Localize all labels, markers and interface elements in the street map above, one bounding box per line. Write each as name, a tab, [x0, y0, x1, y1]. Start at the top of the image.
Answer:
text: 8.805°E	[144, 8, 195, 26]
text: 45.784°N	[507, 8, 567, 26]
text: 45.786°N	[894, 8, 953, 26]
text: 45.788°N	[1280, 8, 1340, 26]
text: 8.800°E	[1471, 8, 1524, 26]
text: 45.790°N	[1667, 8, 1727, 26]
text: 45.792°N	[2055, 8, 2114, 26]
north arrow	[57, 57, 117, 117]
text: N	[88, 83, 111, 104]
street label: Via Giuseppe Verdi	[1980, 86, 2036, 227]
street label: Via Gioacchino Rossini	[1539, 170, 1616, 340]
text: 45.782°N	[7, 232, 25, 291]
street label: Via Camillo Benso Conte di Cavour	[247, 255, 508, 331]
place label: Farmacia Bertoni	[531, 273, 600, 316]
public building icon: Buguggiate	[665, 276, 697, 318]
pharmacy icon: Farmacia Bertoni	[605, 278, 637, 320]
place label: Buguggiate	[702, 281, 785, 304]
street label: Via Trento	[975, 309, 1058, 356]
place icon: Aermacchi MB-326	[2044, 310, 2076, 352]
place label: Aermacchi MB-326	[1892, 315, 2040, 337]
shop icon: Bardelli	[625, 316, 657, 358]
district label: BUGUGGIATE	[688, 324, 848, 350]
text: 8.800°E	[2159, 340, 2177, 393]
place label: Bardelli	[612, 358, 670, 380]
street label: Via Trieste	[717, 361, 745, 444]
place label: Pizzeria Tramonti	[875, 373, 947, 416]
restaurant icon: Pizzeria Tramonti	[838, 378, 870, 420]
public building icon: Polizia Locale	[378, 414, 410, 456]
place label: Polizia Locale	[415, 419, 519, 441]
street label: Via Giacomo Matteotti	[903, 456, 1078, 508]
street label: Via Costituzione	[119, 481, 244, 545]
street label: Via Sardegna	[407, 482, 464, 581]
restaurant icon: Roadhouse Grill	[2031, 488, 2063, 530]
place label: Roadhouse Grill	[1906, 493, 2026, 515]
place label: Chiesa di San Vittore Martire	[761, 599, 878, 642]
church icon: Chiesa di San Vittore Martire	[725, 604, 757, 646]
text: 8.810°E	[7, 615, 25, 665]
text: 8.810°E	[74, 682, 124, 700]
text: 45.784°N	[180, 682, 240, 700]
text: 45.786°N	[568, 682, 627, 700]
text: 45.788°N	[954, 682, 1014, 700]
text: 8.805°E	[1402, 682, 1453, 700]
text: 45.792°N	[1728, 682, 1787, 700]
━━━━━━━━━━━━━━━━━━━━━━━━━━━━━━
Exercise: Write all the data out again, word for word.

Completed exercise:
Localize all labels, markers and interface elements in the street map above, one bounding box per line. Write each as name, a tab, [x0, y0, x1, y1]. Start at the top of the image.
Answer:
text: 8.805°E	[144, 8, 195, 26]
text: 45.784°N	[507, 8, 567, 26]
text: 45.786°N	[894, 8, 953, 26]
text: 45.788°N	[1280, 8, 1340, 26]
text: 8.800°E	[1471, 8, 1524, 26]
text: 45.790°N	[1667, 8, 1727, 26]
text: 45.792°N	[2055, 8, 2114, 26]
north arrow	[57, 57, 117, 117]
text: N	[88, 83, 111, 104]
street label: Via Giuseppe Verdi	[1980, 86, 2036, 227]
street label: Via Gioacchino Rossini	[1539, 170, 1616, 340]
text: 45.782°N	[7, 232, 25, 291]
street label: Via Camillo Benso Conte di Cavour	[247, 255, 508, 331]
place label: Farmacia Bertoni	[531, 273, 600, 316]
public building icon: Buguggiate	[665, 276, 697, 318]
pharmacy icon: Farmacia Bertoni	[605, 278, 637, 320]
place label: Buguggiate	[702, 281, 785, 304]
street label: Via Trento	[975, 309, 1058, 356]
place icon: Aermacchi MB-326	[2044, 310, 2076, 352]
place label: Aermacchi MB-326	[1892, 315, 2040, 337]
shop icon: Bardelli	[625, 316, 657, 358]
district label: BUGUGGIATE	[688, 324, 848, 350]
text: 8.800°E	[2159, 340, 2177, 393]
place label: Bardelli	[612, 358, 670, 380]
street label: Via Trieste	[717, 361, 745, 444]
place label: Pizzeria Tramonti	[875, 373, 947, 416]
restaurant icon: Pizzeria Tramonti	[838, 378, 870, 420]
public building icon: Polizia Locale	[378, 414, 410, 456]
place label: Polizia Locale	[415, 419, 519, 441]
street label: Via Giacomo Matteotti	[903, 456, 1078, 508]
street label: Via Costituzione	[119, 481, 244, 545]
street label: Via Sardegna	[407, 482, 464, 581]
restaurant icon: Roadhouse Grill	[2031, 488, 2063, 530]
place label: Roadhouse Grill	[1906, 493, 2026, 515]
place label: Chiesa di San Vittore Martire	[761, 599, 878, 642]
church icon: Chiesa di San Vittore Martire	[725, 604, 757, 646]
text: 8.810°E	[7, 615, 25, 665]
text: 8.810°E	[74, 682, 124, 700]
text: 45.784°N	[180, 682, 240, 700]
text: 45.786°N	[568, 682, 627, 700]
text: 45.788°N	[954, 682, 1014, 700]
text: 8.805°E	[1402, 682, 1453, 700]
text: 45.792°N	[1728, 682, 1787, 700]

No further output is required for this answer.